[INPUT MATERIAL]

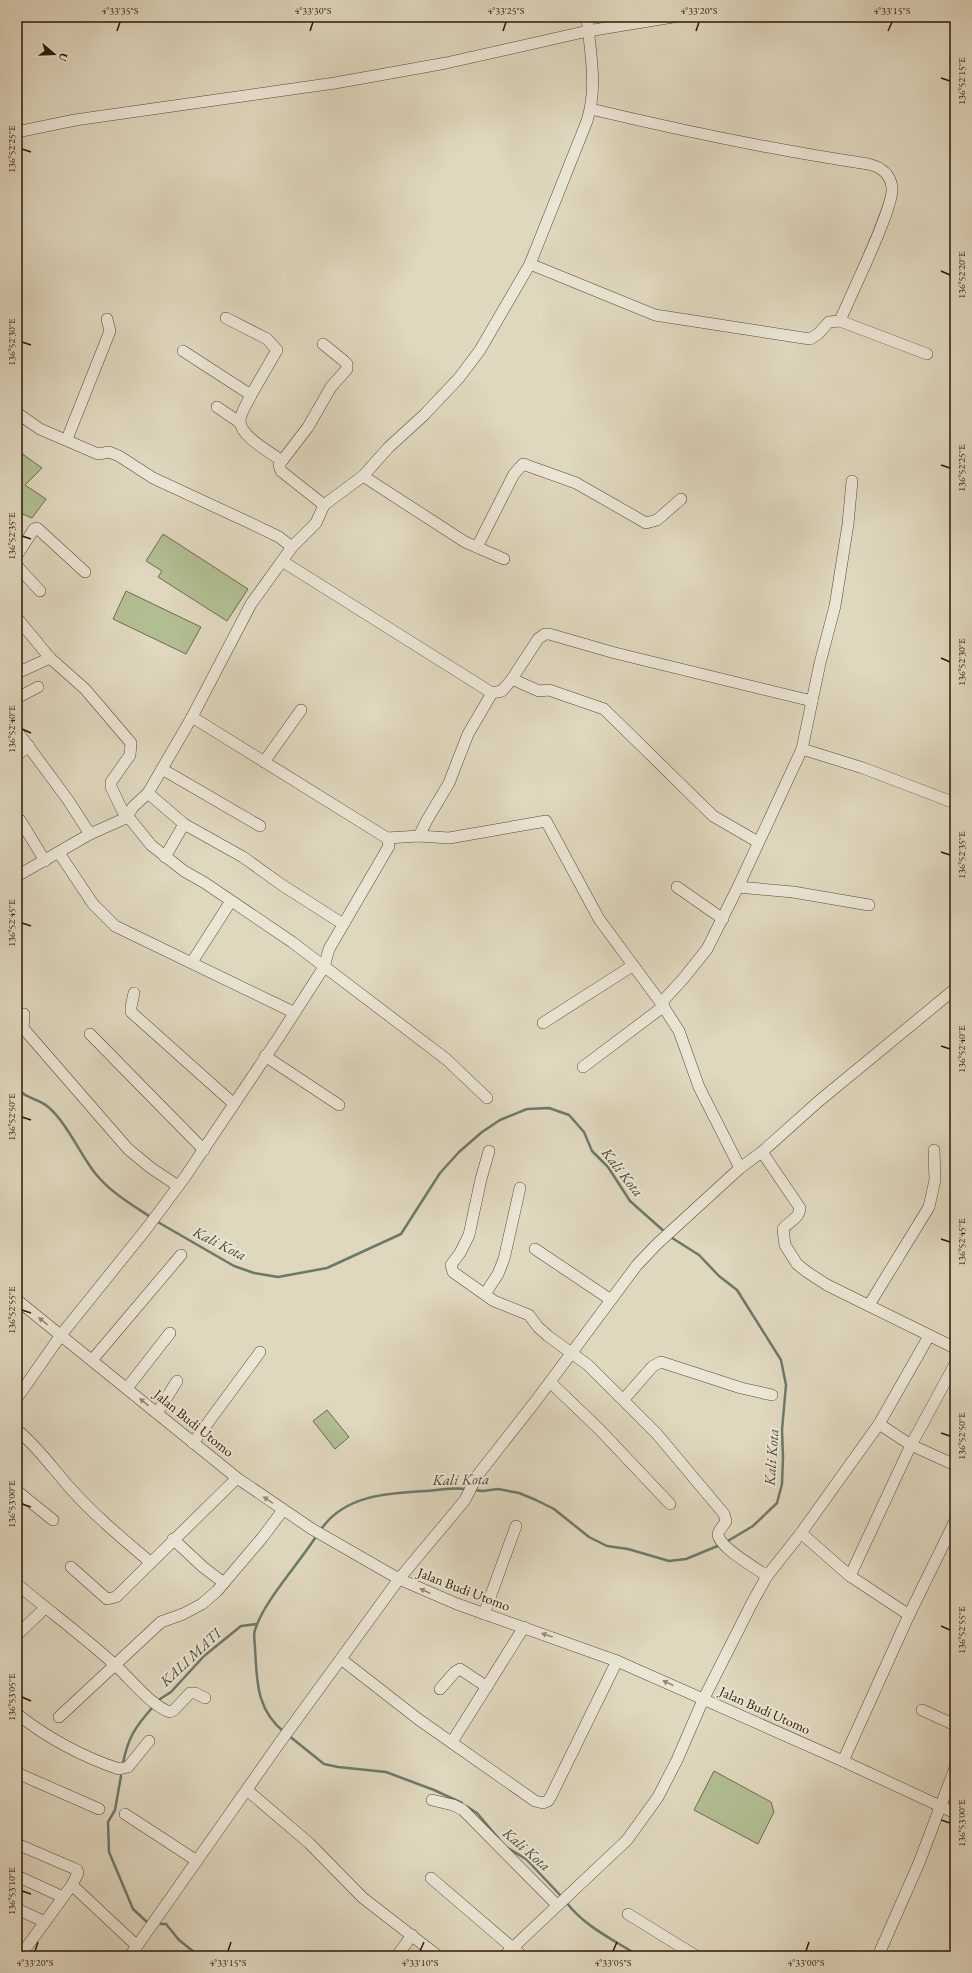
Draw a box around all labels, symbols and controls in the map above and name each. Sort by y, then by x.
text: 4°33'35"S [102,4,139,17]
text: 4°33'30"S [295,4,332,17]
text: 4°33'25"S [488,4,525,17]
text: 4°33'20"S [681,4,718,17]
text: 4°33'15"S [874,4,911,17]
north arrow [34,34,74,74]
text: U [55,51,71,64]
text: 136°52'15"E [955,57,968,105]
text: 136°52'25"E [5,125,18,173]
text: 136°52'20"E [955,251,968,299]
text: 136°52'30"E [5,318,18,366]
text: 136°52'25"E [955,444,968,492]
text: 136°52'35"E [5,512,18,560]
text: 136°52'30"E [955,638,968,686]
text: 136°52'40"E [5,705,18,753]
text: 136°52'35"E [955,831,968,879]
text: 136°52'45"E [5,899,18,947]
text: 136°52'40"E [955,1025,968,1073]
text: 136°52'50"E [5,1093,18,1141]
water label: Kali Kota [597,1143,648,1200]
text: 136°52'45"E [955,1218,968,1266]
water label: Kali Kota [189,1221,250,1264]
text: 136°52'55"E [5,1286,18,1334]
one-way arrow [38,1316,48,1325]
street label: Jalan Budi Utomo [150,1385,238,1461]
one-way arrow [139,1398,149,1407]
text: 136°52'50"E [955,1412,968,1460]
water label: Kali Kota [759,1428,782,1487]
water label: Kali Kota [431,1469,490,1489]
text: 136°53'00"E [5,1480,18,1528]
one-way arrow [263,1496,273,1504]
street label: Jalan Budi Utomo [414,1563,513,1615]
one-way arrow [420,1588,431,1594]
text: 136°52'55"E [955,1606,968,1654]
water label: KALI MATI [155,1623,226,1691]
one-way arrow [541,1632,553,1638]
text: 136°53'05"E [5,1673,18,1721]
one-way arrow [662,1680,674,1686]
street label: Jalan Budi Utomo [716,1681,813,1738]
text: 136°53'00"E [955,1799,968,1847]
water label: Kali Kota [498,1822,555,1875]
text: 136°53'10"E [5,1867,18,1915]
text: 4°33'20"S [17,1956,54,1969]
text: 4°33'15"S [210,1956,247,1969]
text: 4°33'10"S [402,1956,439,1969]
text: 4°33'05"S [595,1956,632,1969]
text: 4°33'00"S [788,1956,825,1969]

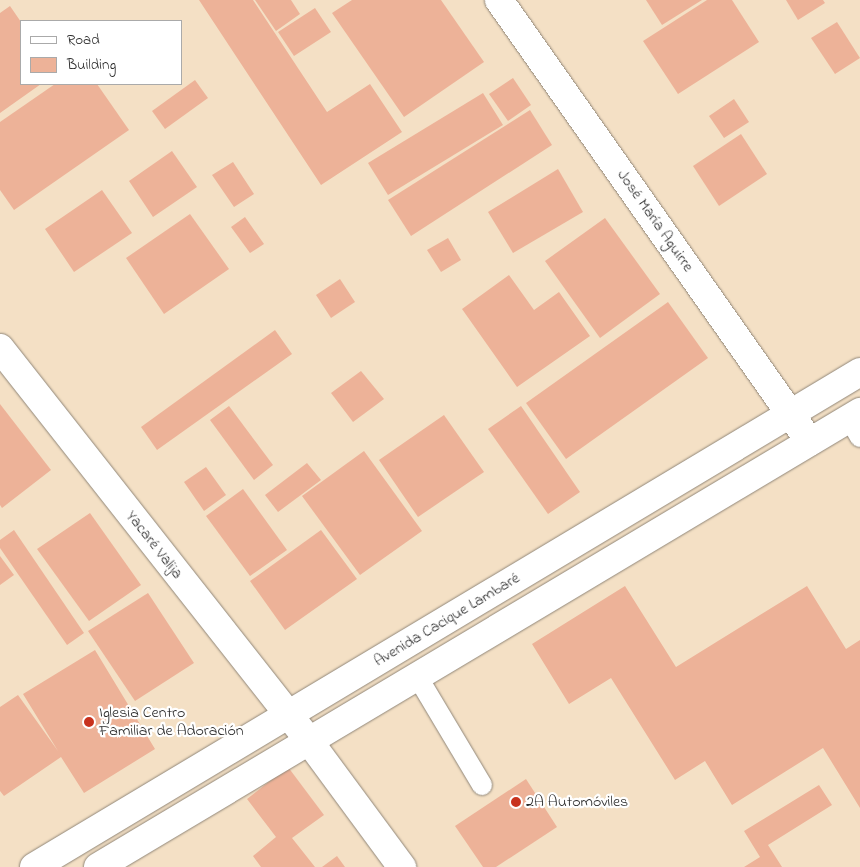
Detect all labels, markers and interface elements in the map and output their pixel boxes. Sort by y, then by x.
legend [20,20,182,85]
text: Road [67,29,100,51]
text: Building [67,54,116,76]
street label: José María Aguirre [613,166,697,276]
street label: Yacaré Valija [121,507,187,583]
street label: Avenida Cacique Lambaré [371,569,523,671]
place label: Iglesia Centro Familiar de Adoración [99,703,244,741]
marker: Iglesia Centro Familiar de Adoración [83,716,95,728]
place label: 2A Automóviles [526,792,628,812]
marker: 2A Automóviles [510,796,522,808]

[/INPUT MATERIAL]

WHAT THIS TASK INVOLVES
Your reply should be the lines from the one that contains "Detect all labels, markers" through the end of the listing above, repeated exactly.

WRITTEN ANSWER
Detect all labels, markers and interface elements in the map and output their pixel boxes. Sort by y, then by x.
legend [20,20,182,85]
text: Road [67,29,100,51]
text: Building [67,54,116,76]
street label: José María Aguirre [613,166,697,276]
street label: Yacaré Valija [121,507,187,583]
street label: Avenida Cacique Lambaré [371,569,523,671]
place label: Iglesia Centro Familiar de Adoración [99,703,244,741]
marker: Iglesia Centro Familiar de Adoración [83,716,95,728]
place label: 2A Automóviles [526,792,628,812]
marker: 2A Automóviles [510,796,522,808]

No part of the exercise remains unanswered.